Cross-cultural Integration and Disintegration
By Ahlam Fathy Hassan  Ph.D.
(A Paper Delivered at the Ninth Oxford Conference on Literature Teaching Overseas in 1994)

Cultural differences sharpen the imagination and help to formulate preconceived ideas concerning the “other”. Reality produces either disappointment as actual encounter produce a cultural shock when the result is not up to one’s expectations, or cultural conflicts, when there is an attempt to impose one’s culture and beliefs on the other.

I have selected two literary works by two authors from different cultural backgrounds. In addition, the works belong to different genres for certain educational purposes. The first is An Egyptian Journal(1985) by William Golding, an English writer and a Nobel prize winner, the second is Season of Migration to the North (1969) by Tayeb Salih, a contemporary Sudanese writer.


  • To discuss different cultural backgrouns:
    • Differences between and similarities to local culture.
    • Historical background  (here Egypt- the Sudan- England).
    • Geographical background: Get them a map.
    • To compare between English idioms and those that belong to the other culture (Arabic).

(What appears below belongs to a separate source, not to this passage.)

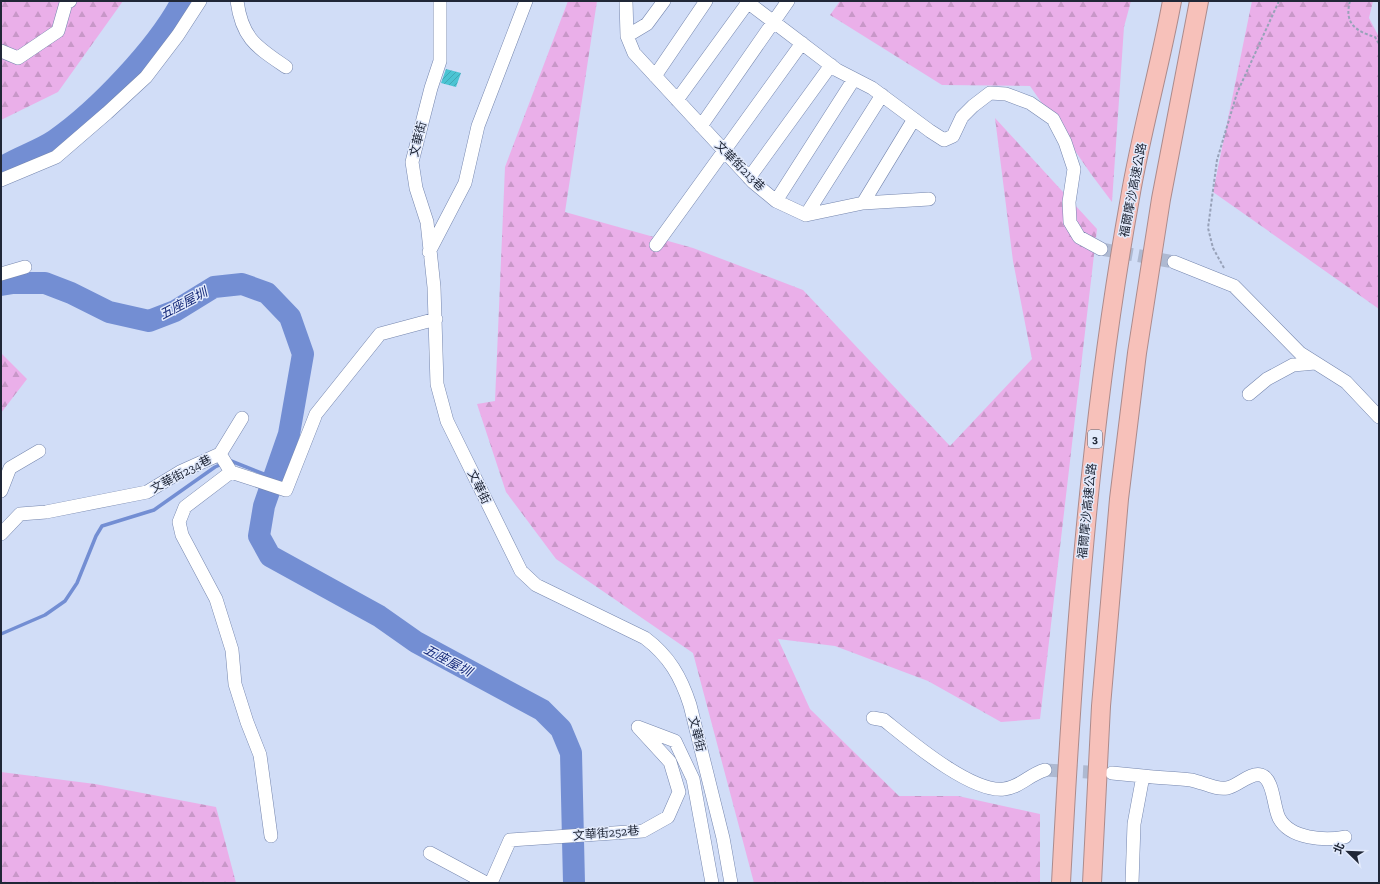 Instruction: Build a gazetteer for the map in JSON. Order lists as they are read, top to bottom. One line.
{"streets":{"highway":["福爾摩沙高速公路","3"],"street":["文華街","文華街213巷","文華街234巷","文華街252巷"]},"water":["五座屋圳"],"north":"top left"} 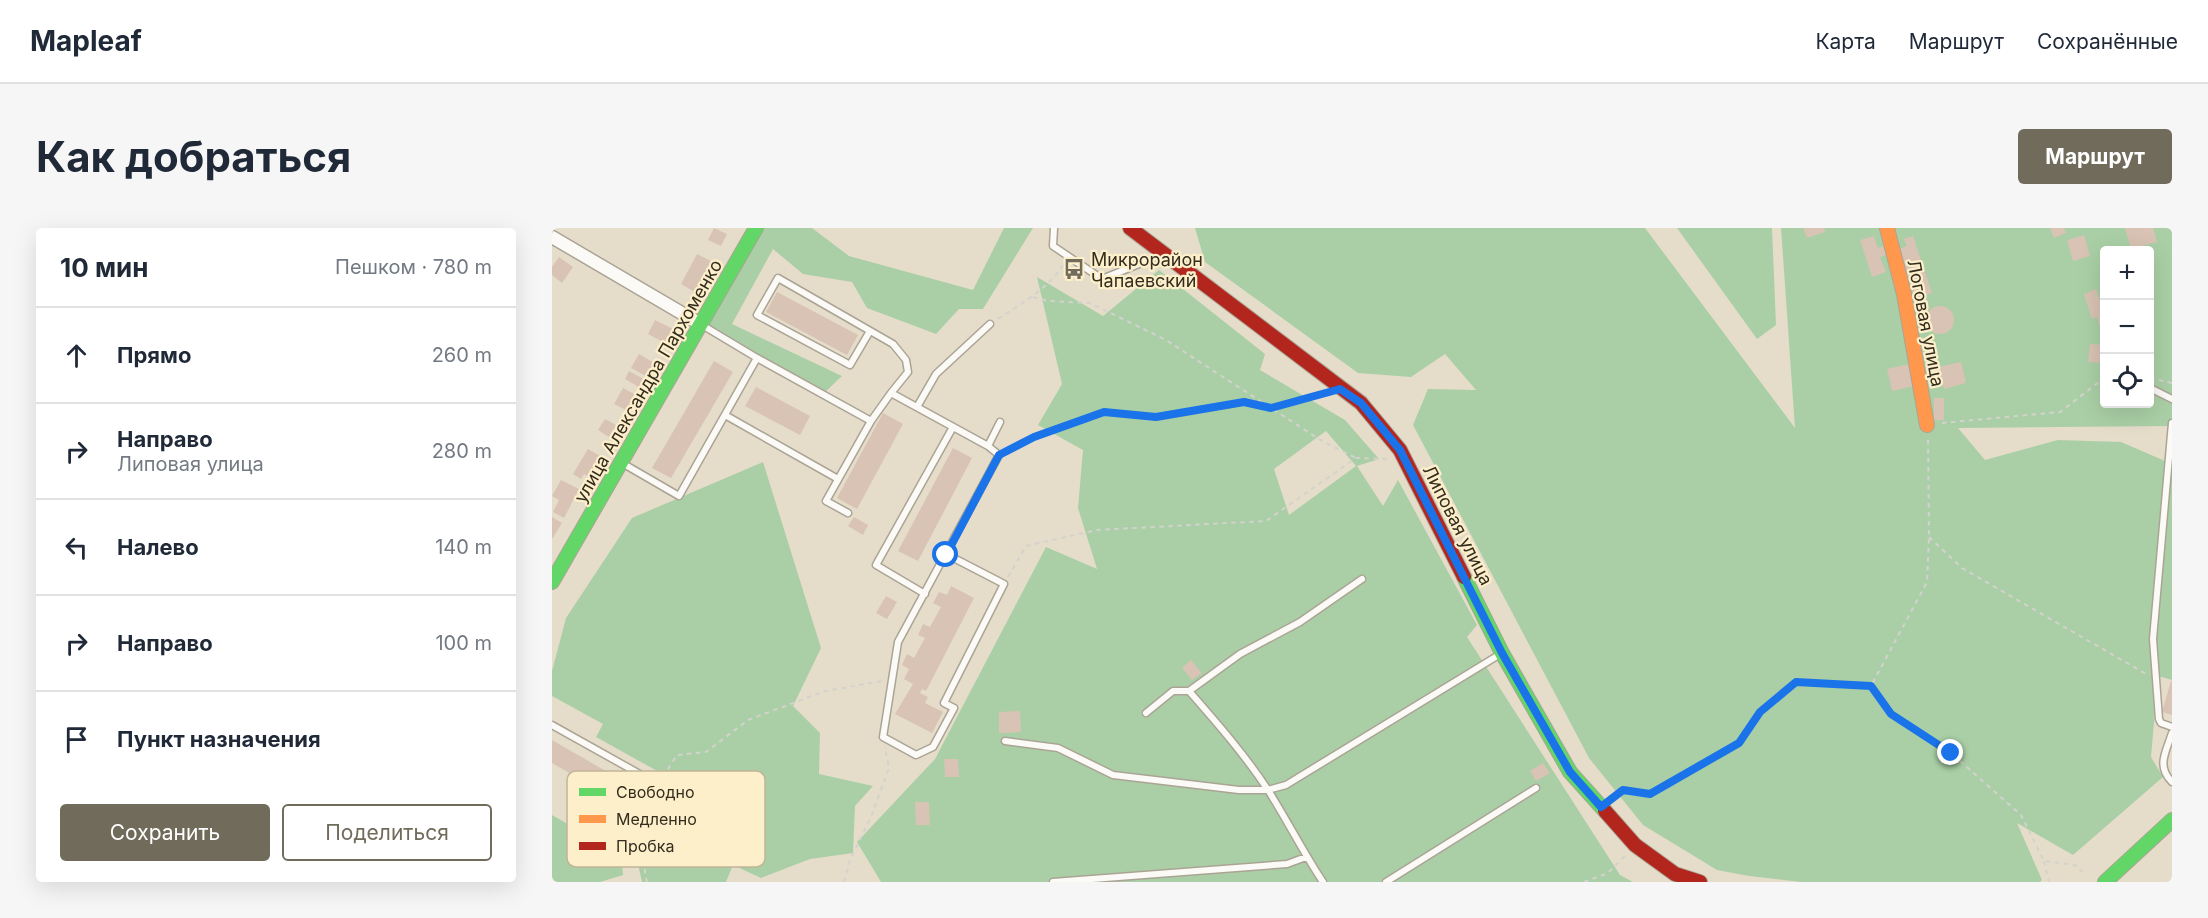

Examine the texts carefully for such expressions.
  • To discuss form:


  • Structure: traditional- modern- modernist- postmodernist.
  • Genre
  • To encourage them to read further works for the same authors or similar works written by different authors. Provide them with a list of titles.


  • To encourage creative writing. Write down their impression of a strange place they visited.
  • To create bridges between people of different cultures to become more understanding and less prejudiced. Knowledge creates understanding creates tolerance.



William Golding (1911- 1993) a British novelist and essayist whose first novel, Lord of the Flies (1954), won him the Nobel Prize in literature in 1983, is one of the most original, powerful and impressive writers in modern time. However, he is frequently described as difficult, mysterious and perplexing. In his works Golding uses myth, fable, symbols and motifs. Furthermore, Golding abandons traditional forms for modernist ones and therefore he is one of the most creative writers in the twentieth century. Golding’s infatuation with ancient history, especially the Greek and the Egyptian, stimulated him to write exotic articles on ancient Greece as well as on pharaohs and ancient Egyptian monuments and culture. It was not surprising, then, that he was asked to make a trip to Egypt and write his fresh impression in a book. In February 1984, in spite of some difficulties, he managed to hire a boat and embark on a Nile cruise from Cairo to Luxor and back again. In fact, one of his main intentions- in addition to sightseeing- was to know real Egyptian, but he discovered that a boat trip was not an ideal means to get to know people. He himself regretted his myopic vision, especially so since the small and low boat her got, unlike a tourist boat, did not allow good inspection of the area next to the banks of the river. This was soon remedied, however, by frequent debarkation and visits to local place and meetings with several natives. The thorough details in his An Egyptian Journal persuade the reader that the author is factual, nevertheless, Golding’s artistic vision is very creative. Here in his Journal as well as elsewhere in his writings- fictional or non-fictional- Golding employs what Allan Massies calls “Magic Realism” (The Novel Today 5).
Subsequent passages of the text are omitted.